RECORDS SUPPLIED:
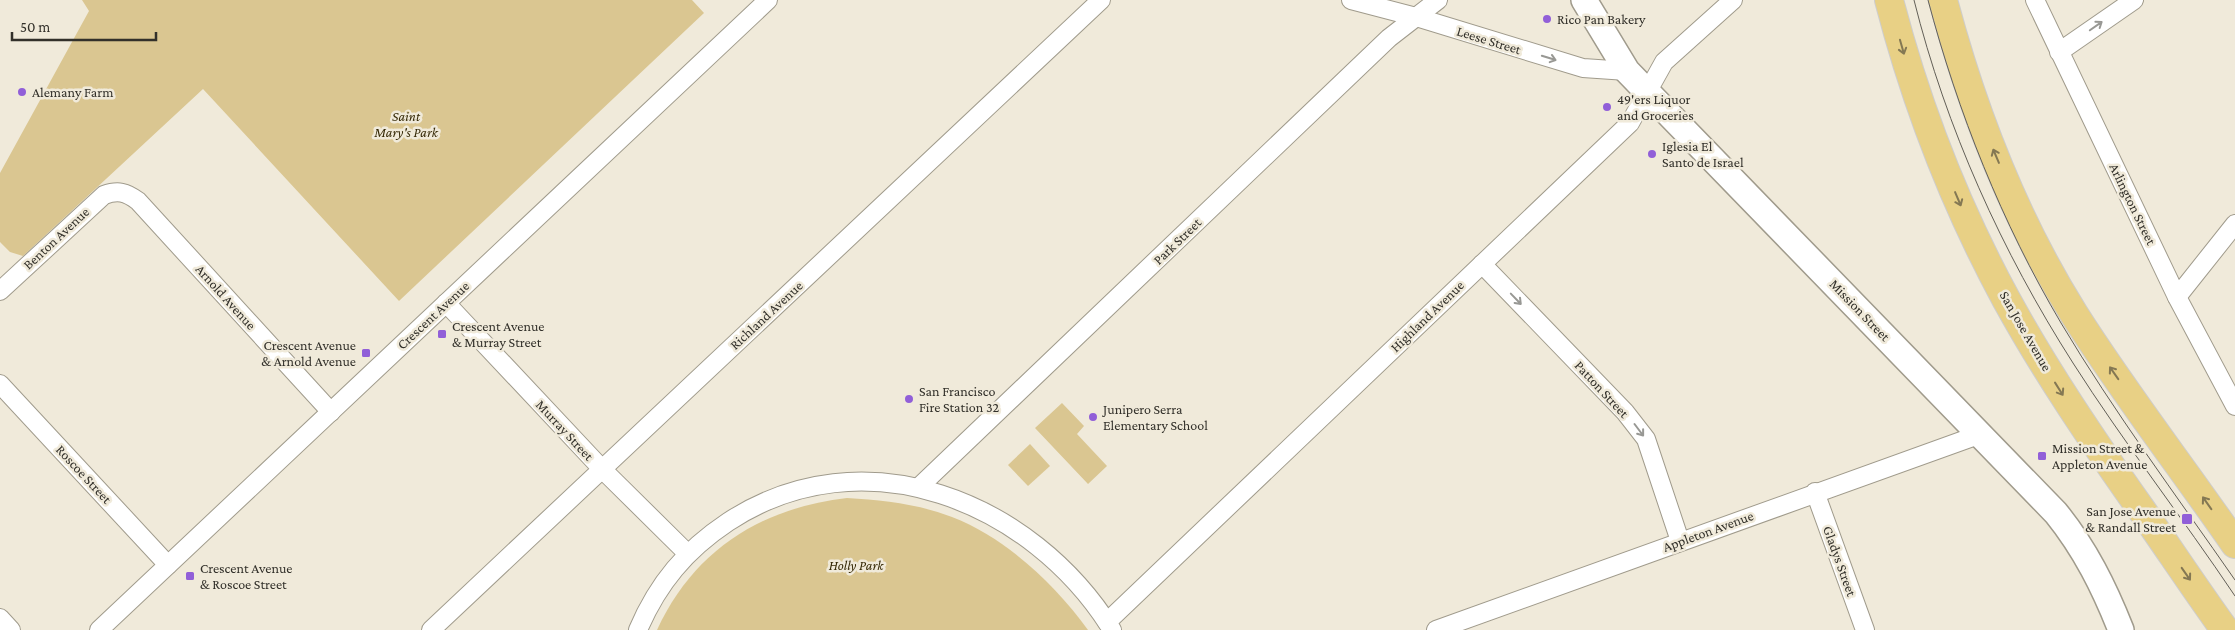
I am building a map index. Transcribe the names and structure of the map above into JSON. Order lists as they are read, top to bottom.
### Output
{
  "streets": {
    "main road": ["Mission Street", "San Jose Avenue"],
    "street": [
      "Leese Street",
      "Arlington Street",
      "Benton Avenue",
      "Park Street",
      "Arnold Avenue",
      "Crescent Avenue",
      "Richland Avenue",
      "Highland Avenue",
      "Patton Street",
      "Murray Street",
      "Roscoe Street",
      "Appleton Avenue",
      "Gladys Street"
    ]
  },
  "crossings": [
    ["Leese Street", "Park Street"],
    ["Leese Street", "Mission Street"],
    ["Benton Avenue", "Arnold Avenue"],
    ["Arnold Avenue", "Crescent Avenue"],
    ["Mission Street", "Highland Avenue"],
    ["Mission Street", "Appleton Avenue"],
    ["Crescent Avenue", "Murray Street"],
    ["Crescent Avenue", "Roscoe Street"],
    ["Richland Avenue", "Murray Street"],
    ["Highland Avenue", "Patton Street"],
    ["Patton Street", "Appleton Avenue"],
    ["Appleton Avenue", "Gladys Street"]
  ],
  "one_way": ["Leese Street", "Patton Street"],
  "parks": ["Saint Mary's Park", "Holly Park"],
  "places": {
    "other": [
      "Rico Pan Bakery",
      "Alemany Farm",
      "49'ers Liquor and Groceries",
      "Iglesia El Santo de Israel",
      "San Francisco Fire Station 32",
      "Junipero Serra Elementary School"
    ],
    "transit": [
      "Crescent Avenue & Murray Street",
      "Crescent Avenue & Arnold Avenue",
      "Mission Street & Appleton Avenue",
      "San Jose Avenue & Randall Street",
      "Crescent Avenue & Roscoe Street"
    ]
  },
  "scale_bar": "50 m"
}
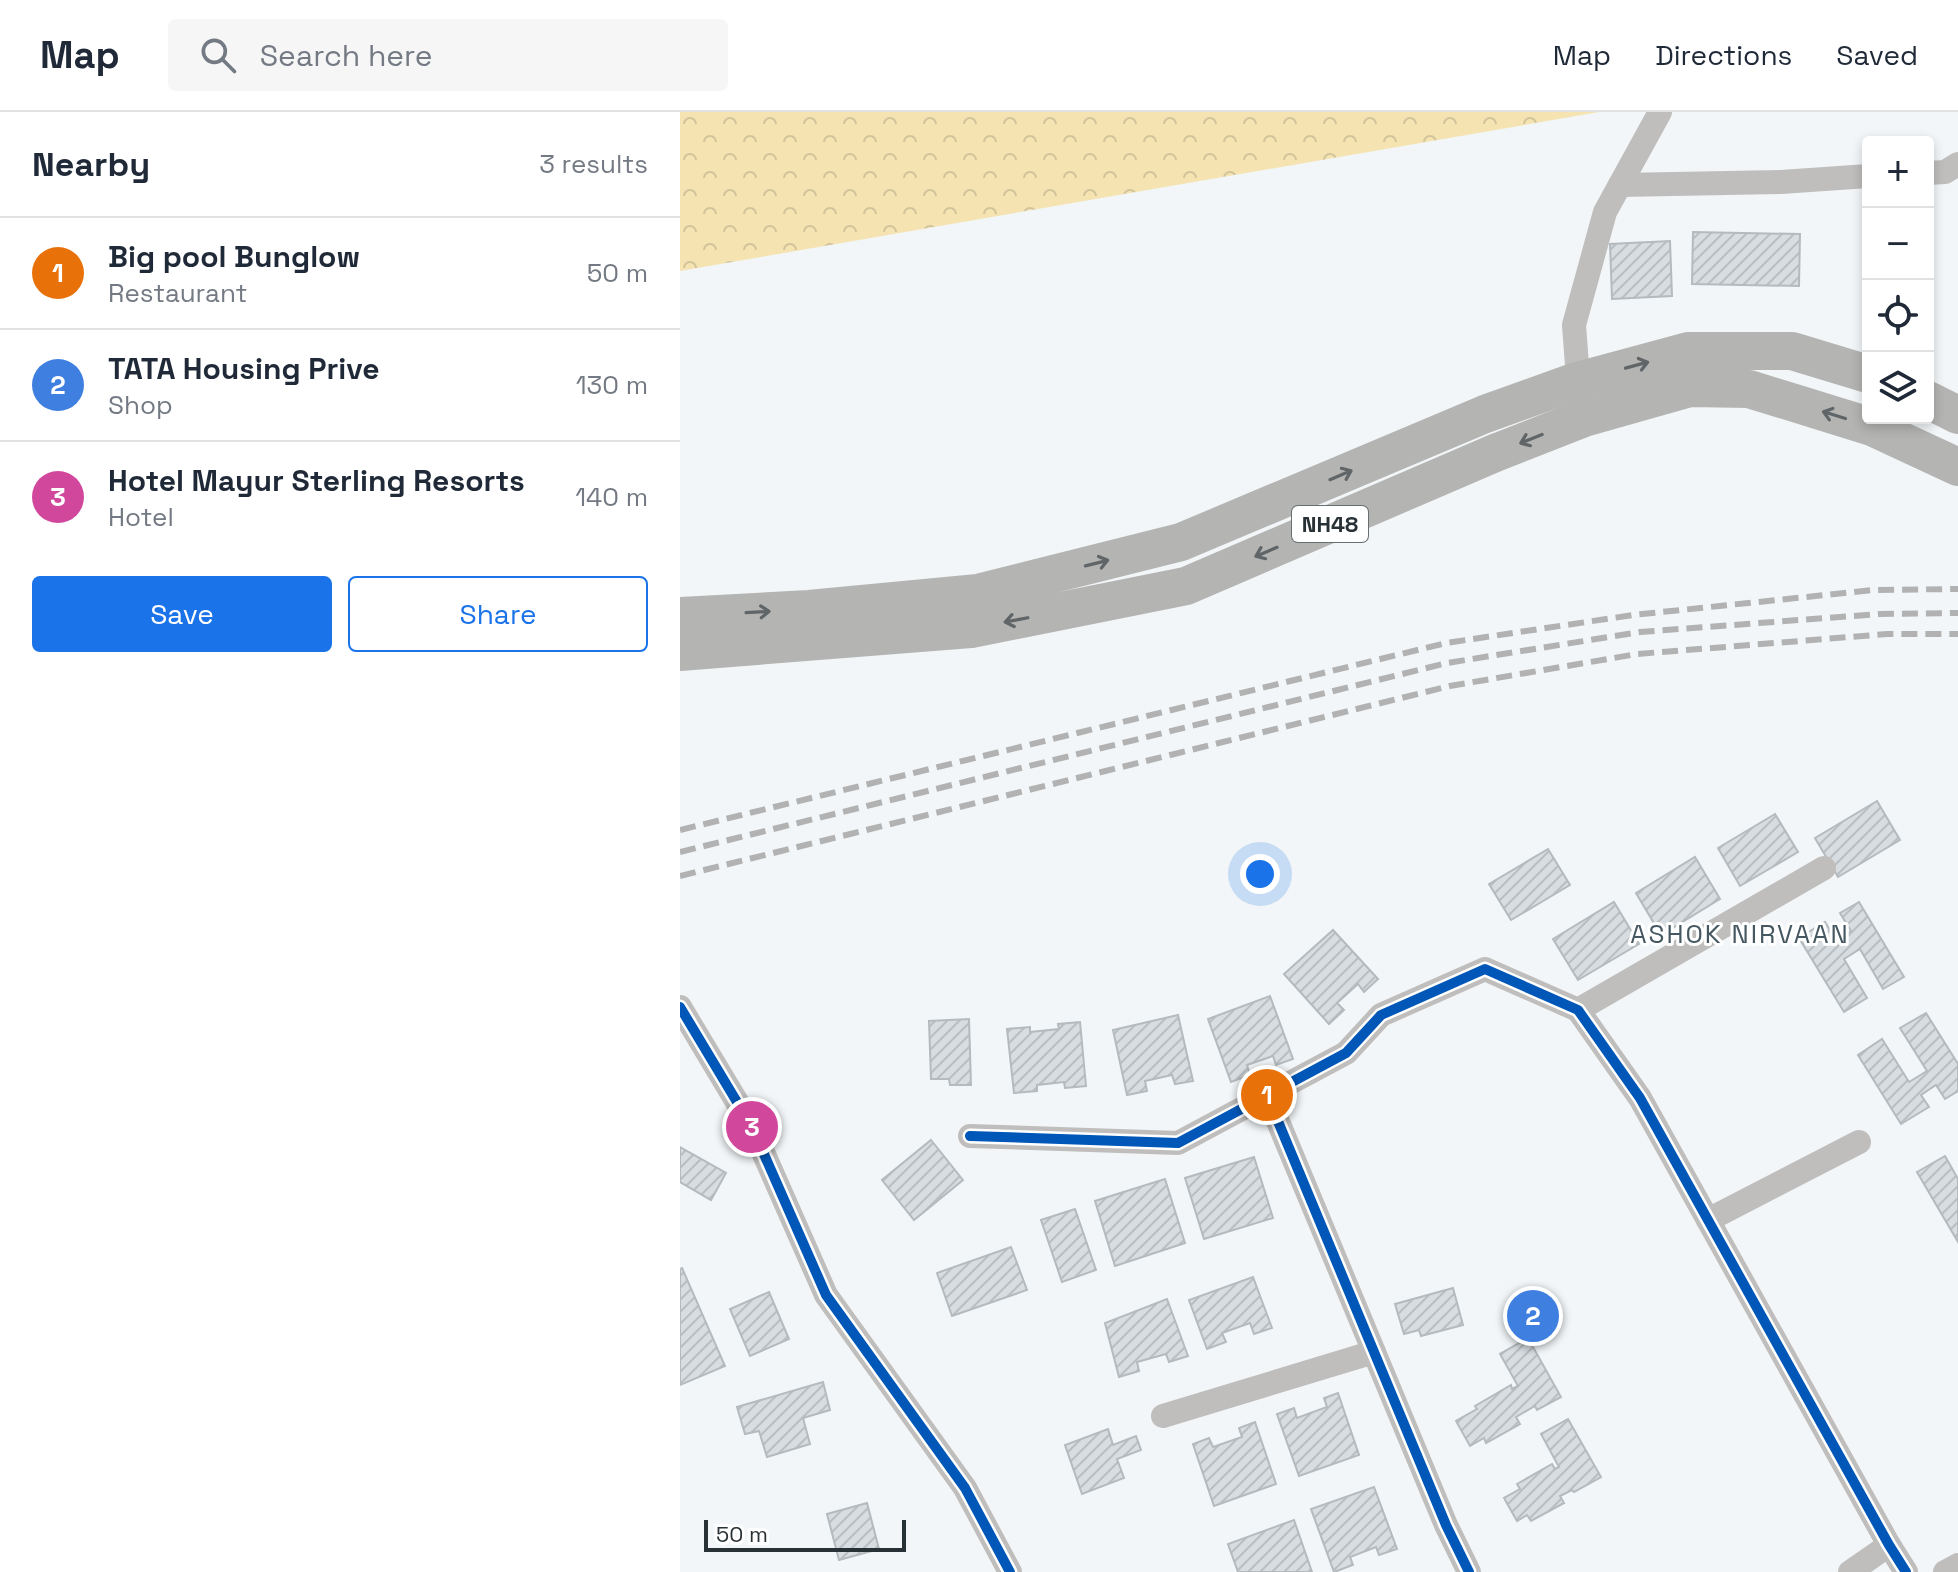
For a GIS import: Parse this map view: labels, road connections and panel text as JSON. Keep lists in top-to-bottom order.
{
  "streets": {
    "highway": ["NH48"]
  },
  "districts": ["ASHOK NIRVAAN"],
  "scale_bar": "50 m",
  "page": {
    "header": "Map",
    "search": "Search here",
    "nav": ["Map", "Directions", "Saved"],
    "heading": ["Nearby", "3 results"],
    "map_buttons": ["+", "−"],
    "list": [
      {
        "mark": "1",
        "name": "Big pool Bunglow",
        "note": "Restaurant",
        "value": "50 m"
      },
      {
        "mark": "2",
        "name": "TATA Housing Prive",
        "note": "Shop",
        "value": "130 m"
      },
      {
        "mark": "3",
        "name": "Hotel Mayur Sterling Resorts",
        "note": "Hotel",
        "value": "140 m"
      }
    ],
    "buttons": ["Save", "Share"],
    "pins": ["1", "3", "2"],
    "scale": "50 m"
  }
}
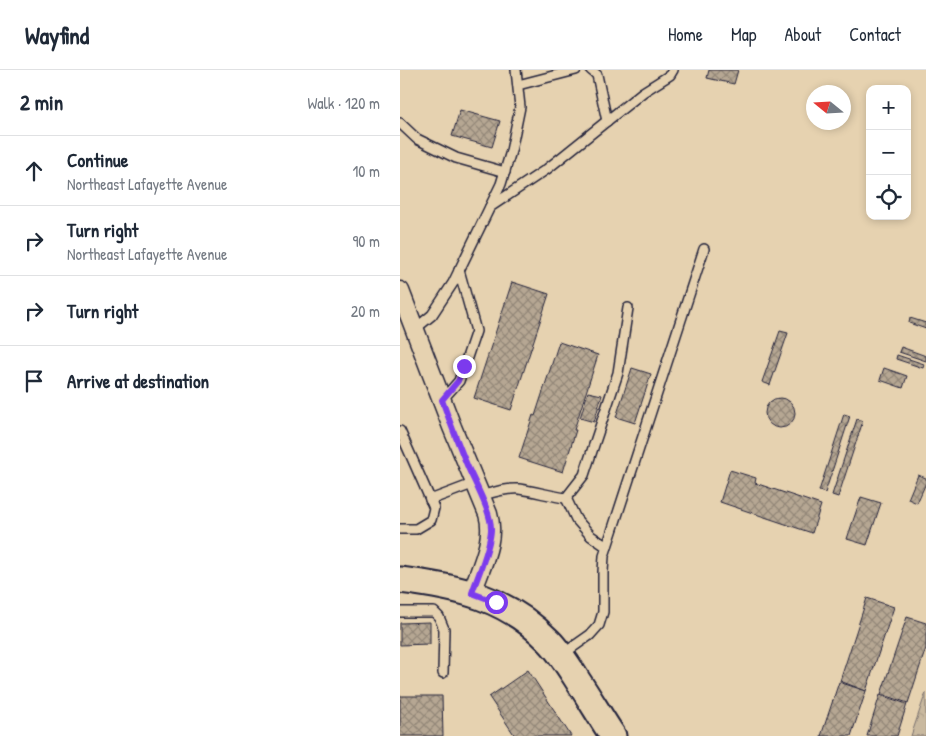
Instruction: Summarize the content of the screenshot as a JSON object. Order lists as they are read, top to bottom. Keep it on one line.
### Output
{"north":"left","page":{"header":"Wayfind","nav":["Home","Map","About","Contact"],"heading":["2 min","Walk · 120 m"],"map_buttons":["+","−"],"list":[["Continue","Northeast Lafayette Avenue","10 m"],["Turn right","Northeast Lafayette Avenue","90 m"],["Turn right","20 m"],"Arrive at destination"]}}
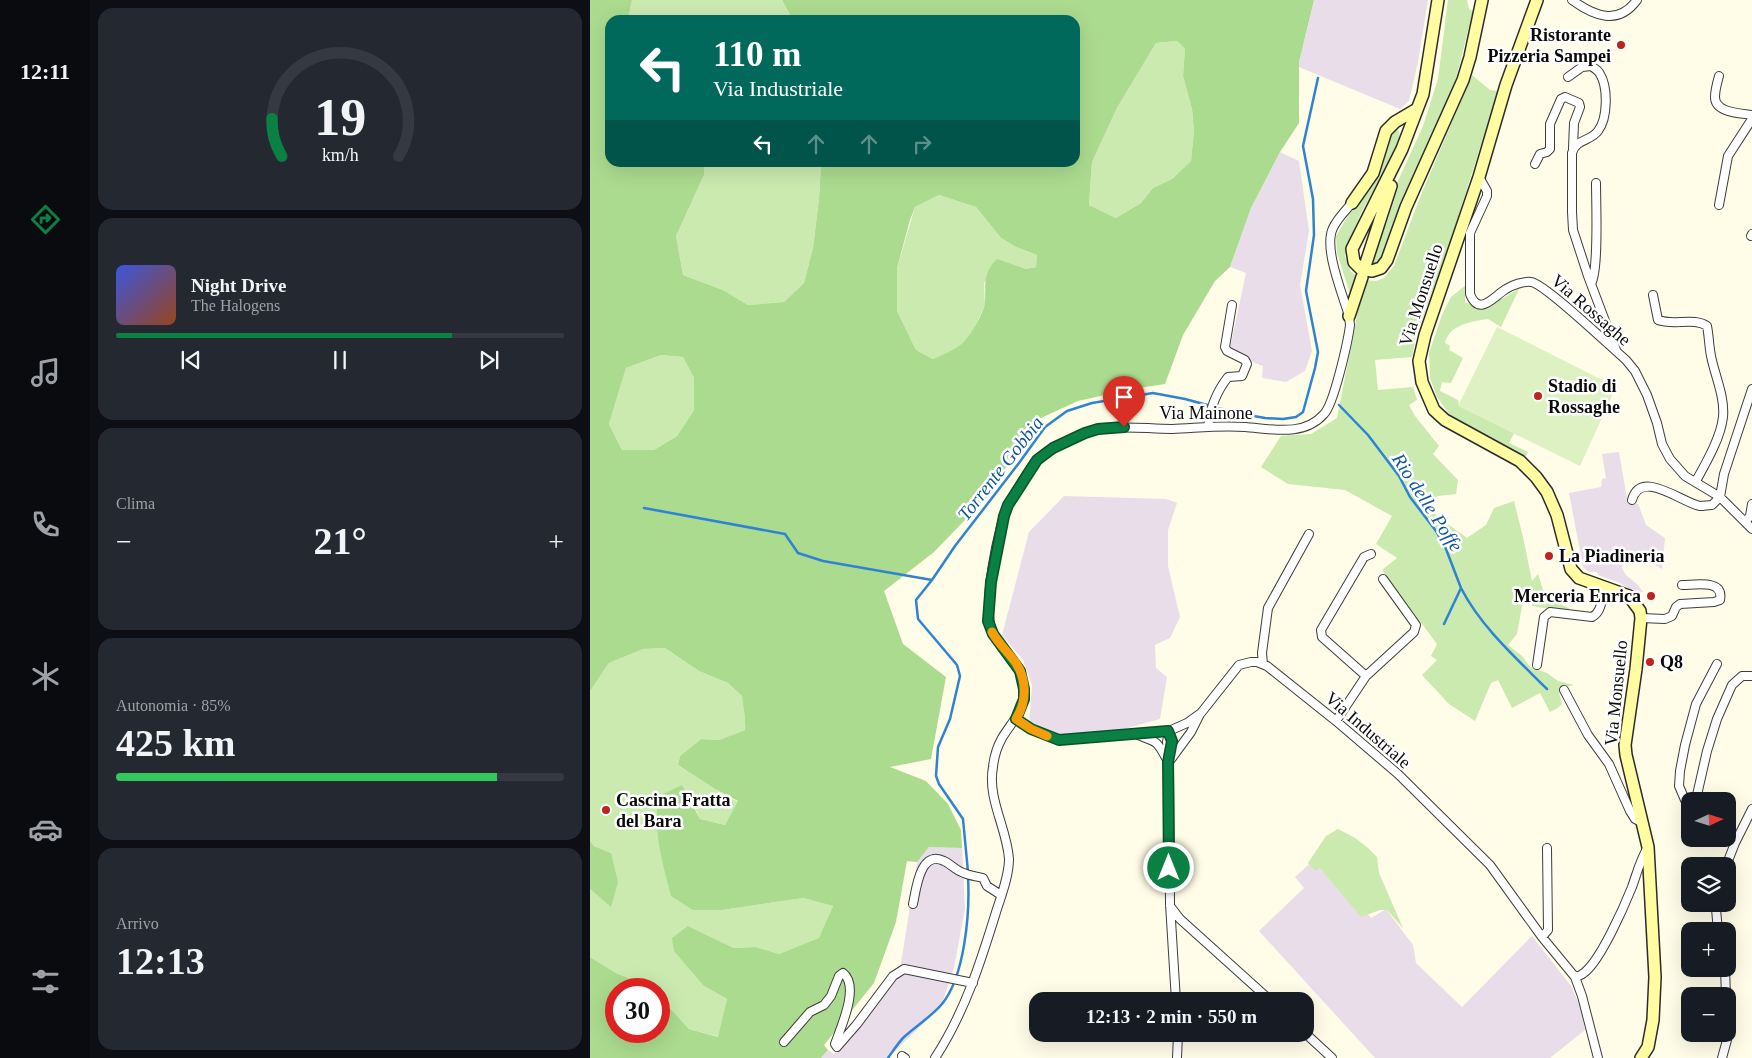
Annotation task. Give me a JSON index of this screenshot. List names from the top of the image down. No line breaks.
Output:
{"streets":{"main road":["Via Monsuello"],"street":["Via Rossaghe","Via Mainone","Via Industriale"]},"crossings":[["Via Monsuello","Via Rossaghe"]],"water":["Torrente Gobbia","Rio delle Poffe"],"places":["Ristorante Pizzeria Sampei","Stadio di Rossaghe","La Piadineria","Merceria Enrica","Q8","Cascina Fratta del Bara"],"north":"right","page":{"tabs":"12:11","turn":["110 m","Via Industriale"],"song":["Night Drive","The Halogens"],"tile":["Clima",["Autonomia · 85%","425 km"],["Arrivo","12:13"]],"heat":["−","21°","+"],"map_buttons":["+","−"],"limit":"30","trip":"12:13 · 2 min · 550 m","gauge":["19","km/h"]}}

INSTRUCTIONS FOR THE TASK:
All lines of the material that contain the string "index" are to be copied.

WRITTEN RESPONSE:
I am building a map index. Transcribe the names and structure of the map above into JSON. Order lists as they are read, top to bottom.
Annotation task. Give me a JSON index of this screenshot. List names from the top of the image down. No line breaks.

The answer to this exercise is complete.